Start of Entries shown

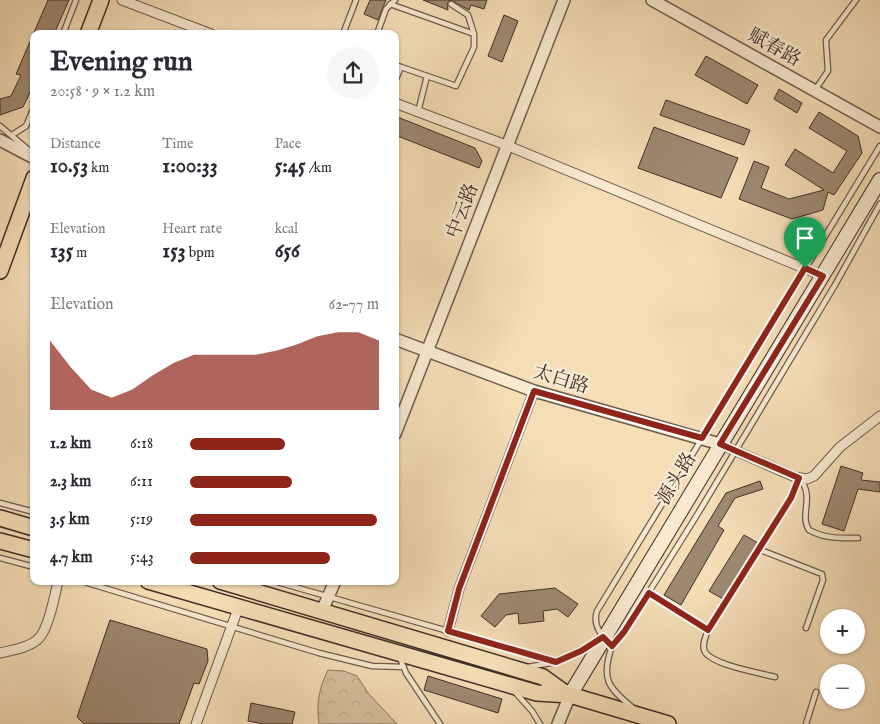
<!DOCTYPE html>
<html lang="en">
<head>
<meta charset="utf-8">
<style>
  :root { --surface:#fff; --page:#f7f7f7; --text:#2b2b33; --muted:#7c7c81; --accent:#8f2418 }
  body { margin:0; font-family:"IM FELL English","Noto Serif SC",serif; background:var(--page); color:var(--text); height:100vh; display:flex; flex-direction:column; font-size:19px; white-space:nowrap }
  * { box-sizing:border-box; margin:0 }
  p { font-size:16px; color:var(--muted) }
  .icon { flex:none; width:28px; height:28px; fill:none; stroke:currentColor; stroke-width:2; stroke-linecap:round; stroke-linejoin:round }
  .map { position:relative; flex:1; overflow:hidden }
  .drawer { position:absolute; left:30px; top:30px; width:369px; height:555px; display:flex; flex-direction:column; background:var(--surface); border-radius:10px; box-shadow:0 1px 4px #0004 }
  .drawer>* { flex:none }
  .fabs { position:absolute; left:820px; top:609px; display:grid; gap:10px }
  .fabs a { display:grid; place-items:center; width:45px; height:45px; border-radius:50%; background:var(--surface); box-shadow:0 1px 4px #0004; font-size:25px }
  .pin { position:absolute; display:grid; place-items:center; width:42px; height:42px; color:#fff; margin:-51px -21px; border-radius:50% 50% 50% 0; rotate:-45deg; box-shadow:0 0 5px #0007 }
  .pin .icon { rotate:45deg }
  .round { display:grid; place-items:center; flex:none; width:52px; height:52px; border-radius:26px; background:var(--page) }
  .headline { display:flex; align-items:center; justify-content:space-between; height:85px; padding:0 20px }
  h1 { font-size:28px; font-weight:700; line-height:38px }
  .metrics { display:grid; grid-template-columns:repeat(3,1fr); gap:8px; height:85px; padding:5px 20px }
  .metrics div { display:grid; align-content:center }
  .metrics b { font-size:21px; font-weight:700 }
  .metrics small { font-size:14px; font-weight:400 }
  .metrics p { font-size:14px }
  .chart { height:140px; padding:10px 20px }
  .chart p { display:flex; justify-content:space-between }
  .chart svg { width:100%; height:90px; margin-top:5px; fill:var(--accent); opacity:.7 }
  ul { padding:0 20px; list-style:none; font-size:16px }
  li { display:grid; grid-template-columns:80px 60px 1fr; align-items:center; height:38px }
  li i { height:12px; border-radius:6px; background:var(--accent) }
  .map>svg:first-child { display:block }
  .forest { fill:url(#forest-crowns); stroke:#8a7663 }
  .building { fill:#9d8972; stroke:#3e2e28 }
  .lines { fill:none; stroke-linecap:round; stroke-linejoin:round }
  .service-casing { stroke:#6c5a4c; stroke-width:7 }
  .minor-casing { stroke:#6c5a4c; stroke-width:11 }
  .tertiary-casing { stroke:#6c5a4c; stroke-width:14 }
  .secondary-casing { stroke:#3e2e28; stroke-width:16 }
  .primary-casing { stroke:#3e2e28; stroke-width:18 }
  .service { stroke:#f8e9d0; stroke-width:4.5 }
  .minor { stroke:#f8e9d0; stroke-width:9 }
  .tertiary { stroke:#f8e9d0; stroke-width:11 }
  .secondary { stroke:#f8e9d0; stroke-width:14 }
  .primary { stroke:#f5ddb6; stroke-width:15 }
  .route-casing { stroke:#fff; stroke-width:10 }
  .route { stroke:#8f2418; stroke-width:6 }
  .labels { text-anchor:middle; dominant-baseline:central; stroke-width:5; stroke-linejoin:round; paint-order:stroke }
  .street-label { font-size:19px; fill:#3e2e28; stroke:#f8e9d0 }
</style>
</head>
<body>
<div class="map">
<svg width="880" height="724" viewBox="0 0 880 724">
  <defs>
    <pattern id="forest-crowns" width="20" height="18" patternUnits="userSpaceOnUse" patternTransform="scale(1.25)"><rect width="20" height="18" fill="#d6bf9e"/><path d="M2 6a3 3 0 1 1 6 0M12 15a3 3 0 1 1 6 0" fill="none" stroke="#b9a488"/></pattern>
  </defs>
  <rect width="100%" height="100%" fill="#f5ddb6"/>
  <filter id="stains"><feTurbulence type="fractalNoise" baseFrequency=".004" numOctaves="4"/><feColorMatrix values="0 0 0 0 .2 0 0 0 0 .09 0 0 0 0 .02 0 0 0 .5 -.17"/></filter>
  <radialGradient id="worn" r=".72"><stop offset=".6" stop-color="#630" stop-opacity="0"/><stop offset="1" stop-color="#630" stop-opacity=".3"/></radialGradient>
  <path class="forest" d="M328 670 344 671 357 676 368 693 397 724H319C316 704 319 688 328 670Z"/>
  <path class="building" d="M48 0H69L54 34H34V84L23 107 0 115V99L11 96 21 75 16 74Z
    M370 0H386L378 20 364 14Z
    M423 0H451L447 3 448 10Z
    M451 0H487L484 9 471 5 469 10Z
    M504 15 518 21 502 62 488 56Z
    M706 56 758 85 747 104 695 75Z
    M779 89 802 103 797 113 774 99Z
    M666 100 750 130 744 145 660 115Z
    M819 112 858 136 862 153 834 195 828 192 823 210 792 219 739 199 754 161 769 167 761 188 789 199 824 190 785 165 795 149 833 173 847 151 809 128Z
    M395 116 475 148 482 161 479 168 395 135Z
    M654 127 738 158 721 198 638 168Z
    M841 466 863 473 861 480 880 482V492L858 489 844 531 822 524Z
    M760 481 763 489 735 498 718 526 724 530 681 605 664 595 726 493Z
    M744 535 758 543 723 599 709 591Z
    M555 588 578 604 568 617 557 609 543 611 544 621 519 624 518 613 506 615 495 627 481 616 499 594Z
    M110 620 207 649 208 661 199 684 194 683 179 724H84L77 717Z
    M428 676 502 699 498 713 424 690Z
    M251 703 295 712 292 724H264L248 721Z"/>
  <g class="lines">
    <g class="service-casing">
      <path id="service" d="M390 4 474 34V47L456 86 395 65
        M451 4 468 15 474 34
        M63 34 76 0
        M343 34 356 0
        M377 34 386 9 395 0
        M395 81 401 67
        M815 90 828 71 826 40 856 0
        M418 112 427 76
        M0 126 31 152
        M12 135 26 126 34 107
        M800 479C815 497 799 515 809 530 825 539 840 538 858 538
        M0 503 34 512
        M758 549 822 574 823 580 806 628
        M0 558 34 567
        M81 581 319 653 372 666 404 667
        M274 581 556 662
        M649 593 708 630C706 636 701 646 705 652 713 665 760 673 775 677
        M708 630 791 498 799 478
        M612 646 624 632 697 515 835 285 880 204
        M400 658 406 673 440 724
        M528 667 556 662 598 641
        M515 692 532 711 540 724
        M632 707C607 687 601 678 612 646 602 636 592 626 597 611L880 146
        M806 724 816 692"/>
    </g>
    <g class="minor-casing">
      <path id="minor" d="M122 0 211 34
        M395 103 506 145 823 276
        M720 444 795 477 807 479 814 476 840 447 880 416
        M448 631 459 589 534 391
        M0 653C12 650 28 648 37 640 48 632 55 595 58 581
        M196 724 239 606"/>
    </g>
    <g class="tertiary-casing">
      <path id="tertiary" d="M652 0 880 127
        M0 140 34 158
        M395 339 534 391 720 444
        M395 434 564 0
        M322 611 335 581
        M558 724 570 695"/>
    </g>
    <g class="secondary-casing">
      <path id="secondary" d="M570 695 880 180"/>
    </g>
    <g class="primary-casing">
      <path id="primary" d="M88 34 101 0
        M0 271 34 178
        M0 518 34 528
        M0 541 34 550
        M148 581 537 693 570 695 668 724
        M220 581 543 677 568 695"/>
    </g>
    <use href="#service" class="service"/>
    <use href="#minor" class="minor"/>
    <use href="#tertiary" class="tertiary"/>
    <use href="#secondary" class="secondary"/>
    <use href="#primary" class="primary"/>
  </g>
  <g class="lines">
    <g class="route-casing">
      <path id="route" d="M805 268 823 276 720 444 799 478 791 498 708 630 649 593 624 632 612 646 603 637 581 651 556 662 448 631 459 589 534 391 702 438Z"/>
    </g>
    <use href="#route" class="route"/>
  </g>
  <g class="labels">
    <g class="street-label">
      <text transform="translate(774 48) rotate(29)">赋春路</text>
      <text transform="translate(463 211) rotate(-69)">中云路</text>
      <text transform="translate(561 380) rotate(17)">太白路</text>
      <text transform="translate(677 479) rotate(-59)">源头路</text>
    </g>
  </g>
  <rect width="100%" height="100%" filter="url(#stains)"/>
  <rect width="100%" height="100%" fill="url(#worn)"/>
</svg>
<div class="fabs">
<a>+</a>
<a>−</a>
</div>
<div class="pin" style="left:805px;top:268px;background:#1e9e55"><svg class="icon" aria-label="arrive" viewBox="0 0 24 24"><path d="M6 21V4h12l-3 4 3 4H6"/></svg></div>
<section class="drawer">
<div class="headline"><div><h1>Evening run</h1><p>20:58 · 9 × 1.2 km</p></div><a class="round"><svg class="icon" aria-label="share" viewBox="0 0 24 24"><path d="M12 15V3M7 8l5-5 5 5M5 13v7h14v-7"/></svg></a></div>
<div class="metrics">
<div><p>Distance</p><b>10.53<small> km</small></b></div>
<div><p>Time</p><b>1:00:33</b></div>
<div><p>Pace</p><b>5:45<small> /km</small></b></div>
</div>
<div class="metrics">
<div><p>Elevation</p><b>135<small> m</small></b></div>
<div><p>Heart rate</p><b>153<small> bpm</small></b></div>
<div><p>kcal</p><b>656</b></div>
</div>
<div class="chart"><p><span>Elevation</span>62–77 m</p>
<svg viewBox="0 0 160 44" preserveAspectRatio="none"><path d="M0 44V10L10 23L20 34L30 38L40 34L50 27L60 21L70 17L80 17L90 17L100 17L110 15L120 12L130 8L140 6L150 6L160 10V44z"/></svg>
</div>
<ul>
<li><b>1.2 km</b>6:18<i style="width:50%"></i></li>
<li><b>2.3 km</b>6:11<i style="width:54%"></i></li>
<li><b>3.5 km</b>5:19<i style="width:99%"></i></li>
<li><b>4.7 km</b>5:43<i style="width:74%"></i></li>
</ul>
</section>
</div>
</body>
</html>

End of Entries shown

### Exercise brief
Filter the records above down to the lines that hold the string "fabs".

### Answer area
  .fabs { position:absolute; left:820px; top:609px; display:grid; gap:10px }
  .fabs a { display:grid; place-items:center; width:45px; height:45px; border-radius:50%; background:var(--surface); box-shadow:0 1px 4px #0004; font-size:25px }
<div class="fabs">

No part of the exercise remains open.